What you are asked to do:
All lines holding the word "Colette" are to be copied from the records beneath.

Materials provided:
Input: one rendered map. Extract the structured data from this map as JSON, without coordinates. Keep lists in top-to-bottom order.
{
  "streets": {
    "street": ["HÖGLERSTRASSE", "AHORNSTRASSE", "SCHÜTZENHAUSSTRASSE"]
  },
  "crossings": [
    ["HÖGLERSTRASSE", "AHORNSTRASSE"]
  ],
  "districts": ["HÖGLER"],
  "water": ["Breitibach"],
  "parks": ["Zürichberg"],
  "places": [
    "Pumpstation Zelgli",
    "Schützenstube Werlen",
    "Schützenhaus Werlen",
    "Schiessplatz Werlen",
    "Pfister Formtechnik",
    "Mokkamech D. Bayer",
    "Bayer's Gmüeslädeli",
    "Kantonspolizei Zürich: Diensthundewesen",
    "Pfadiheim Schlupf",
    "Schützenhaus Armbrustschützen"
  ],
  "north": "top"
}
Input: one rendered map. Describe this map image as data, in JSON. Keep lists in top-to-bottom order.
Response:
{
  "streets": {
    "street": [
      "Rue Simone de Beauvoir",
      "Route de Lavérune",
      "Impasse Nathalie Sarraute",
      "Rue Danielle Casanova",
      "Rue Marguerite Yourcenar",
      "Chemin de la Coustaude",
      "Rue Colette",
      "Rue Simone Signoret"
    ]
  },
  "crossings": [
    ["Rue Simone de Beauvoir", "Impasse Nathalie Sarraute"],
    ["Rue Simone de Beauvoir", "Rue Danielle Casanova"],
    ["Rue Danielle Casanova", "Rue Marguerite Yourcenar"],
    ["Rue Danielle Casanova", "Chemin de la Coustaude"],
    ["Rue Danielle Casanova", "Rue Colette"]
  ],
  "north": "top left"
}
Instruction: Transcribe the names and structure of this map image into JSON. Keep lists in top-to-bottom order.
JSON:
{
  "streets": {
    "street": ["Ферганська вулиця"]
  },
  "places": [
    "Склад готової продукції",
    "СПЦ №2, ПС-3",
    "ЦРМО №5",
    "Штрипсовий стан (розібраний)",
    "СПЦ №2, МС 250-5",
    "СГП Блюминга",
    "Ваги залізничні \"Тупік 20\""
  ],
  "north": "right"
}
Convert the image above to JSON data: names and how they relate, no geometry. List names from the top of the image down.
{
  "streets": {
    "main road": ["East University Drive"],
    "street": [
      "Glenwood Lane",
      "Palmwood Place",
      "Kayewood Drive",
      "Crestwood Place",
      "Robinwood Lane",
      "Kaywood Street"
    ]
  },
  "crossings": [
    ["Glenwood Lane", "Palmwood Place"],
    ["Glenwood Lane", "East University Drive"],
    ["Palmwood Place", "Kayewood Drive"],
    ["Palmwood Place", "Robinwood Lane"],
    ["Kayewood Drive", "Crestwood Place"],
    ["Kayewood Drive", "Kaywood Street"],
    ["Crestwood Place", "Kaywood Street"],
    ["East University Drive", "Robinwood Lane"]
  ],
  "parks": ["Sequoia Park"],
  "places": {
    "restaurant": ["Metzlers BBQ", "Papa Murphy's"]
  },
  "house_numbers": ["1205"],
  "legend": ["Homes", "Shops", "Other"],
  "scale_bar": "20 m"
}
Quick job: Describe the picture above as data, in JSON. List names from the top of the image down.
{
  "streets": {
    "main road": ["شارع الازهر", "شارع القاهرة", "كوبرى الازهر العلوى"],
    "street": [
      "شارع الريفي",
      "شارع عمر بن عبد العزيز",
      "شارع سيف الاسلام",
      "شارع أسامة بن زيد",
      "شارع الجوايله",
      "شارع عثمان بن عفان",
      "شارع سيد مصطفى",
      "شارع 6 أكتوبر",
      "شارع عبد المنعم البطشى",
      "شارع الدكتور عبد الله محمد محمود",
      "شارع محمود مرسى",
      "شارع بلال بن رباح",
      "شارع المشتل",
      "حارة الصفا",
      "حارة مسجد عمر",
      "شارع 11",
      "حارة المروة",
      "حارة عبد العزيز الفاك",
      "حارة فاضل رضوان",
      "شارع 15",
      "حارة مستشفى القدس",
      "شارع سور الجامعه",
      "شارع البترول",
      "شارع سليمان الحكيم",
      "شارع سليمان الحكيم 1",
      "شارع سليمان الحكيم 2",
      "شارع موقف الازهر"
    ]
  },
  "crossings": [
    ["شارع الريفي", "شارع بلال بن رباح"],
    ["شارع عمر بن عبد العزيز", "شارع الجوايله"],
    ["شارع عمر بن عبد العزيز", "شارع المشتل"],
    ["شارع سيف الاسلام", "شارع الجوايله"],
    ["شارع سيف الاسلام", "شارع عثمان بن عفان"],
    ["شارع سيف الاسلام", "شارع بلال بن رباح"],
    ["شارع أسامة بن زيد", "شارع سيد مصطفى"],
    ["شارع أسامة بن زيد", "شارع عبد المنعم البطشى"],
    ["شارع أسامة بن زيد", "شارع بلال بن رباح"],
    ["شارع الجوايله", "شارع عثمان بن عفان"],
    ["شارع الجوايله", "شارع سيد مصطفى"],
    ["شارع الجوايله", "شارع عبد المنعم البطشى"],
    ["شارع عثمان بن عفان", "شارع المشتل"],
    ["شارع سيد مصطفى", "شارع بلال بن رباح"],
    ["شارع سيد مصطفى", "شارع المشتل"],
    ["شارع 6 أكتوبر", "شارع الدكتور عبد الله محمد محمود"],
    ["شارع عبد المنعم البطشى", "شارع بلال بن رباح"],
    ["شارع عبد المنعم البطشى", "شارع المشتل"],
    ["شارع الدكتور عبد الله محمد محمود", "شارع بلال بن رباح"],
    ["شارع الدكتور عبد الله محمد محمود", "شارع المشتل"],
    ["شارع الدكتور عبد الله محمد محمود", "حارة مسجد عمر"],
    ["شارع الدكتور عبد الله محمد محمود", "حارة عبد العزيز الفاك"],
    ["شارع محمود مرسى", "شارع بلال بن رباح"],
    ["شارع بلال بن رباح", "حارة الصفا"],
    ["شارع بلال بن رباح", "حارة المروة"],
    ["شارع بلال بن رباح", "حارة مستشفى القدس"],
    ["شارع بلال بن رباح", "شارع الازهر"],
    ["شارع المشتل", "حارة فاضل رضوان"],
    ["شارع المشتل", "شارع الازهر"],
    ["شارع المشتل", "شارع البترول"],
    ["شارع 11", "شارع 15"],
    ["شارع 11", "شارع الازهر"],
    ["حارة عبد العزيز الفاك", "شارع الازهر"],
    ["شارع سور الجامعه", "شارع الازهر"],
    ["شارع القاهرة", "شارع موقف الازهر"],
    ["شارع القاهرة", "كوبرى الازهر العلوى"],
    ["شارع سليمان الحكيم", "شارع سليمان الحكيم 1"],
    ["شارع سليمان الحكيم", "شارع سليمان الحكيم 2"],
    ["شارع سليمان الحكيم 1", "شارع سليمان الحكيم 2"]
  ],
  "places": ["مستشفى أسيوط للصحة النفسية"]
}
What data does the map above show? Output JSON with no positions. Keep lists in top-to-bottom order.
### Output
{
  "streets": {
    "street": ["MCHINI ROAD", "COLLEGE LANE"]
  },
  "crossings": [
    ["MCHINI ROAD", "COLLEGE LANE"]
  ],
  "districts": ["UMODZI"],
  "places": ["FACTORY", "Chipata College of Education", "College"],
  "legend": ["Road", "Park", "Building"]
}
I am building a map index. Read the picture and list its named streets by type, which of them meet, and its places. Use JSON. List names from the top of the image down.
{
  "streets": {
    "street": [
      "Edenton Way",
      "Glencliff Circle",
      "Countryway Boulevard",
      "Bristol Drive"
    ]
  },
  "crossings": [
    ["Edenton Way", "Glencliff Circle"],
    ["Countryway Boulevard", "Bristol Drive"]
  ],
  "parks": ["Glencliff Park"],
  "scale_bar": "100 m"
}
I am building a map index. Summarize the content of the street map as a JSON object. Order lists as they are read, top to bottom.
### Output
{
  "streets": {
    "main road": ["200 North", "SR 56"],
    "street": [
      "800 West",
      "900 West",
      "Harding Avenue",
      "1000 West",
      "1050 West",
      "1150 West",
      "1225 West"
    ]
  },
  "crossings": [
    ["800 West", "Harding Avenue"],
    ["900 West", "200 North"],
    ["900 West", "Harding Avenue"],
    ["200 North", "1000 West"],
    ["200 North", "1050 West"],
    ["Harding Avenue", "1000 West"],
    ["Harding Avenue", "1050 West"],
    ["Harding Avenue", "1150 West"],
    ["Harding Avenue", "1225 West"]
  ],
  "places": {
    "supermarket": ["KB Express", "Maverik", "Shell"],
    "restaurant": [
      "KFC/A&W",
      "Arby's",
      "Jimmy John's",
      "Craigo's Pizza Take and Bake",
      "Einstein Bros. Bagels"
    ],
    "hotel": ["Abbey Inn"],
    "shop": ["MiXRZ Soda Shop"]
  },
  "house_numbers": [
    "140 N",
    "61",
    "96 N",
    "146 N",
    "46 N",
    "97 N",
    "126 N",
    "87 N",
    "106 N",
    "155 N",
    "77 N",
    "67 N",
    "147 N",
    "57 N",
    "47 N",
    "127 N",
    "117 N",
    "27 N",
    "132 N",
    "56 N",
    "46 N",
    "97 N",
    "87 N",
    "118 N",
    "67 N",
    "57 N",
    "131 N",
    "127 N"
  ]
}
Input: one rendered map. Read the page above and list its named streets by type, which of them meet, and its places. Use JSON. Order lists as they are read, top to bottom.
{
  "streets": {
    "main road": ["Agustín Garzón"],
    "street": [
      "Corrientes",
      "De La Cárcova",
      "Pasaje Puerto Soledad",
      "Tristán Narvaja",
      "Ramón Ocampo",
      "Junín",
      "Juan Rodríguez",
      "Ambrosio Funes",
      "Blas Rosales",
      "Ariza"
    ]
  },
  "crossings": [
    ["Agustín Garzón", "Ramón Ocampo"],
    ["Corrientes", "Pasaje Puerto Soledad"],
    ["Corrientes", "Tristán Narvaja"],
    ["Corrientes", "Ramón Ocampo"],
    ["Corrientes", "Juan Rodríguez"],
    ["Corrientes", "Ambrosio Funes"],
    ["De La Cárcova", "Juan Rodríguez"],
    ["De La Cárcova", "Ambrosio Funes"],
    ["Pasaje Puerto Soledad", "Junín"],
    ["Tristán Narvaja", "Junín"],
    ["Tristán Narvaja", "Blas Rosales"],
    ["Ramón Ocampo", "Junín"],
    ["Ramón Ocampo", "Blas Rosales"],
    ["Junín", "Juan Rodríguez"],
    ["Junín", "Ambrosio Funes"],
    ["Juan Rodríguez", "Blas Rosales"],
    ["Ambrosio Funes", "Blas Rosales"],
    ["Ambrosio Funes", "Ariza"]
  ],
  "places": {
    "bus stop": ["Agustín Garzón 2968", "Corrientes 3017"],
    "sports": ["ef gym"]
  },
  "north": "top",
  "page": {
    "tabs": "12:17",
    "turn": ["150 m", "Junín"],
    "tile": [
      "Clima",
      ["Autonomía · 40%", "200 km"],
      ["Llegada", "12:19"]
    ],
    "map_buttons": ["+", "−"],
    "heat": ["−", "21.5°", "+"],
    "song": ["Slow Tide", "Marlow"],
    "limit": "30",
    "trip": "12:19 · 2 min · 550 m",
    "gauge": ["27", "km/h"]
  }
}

Response for this exercise:
      "Rue Colette",
    ["Rue Danielle Casanova", "Rue Colette"]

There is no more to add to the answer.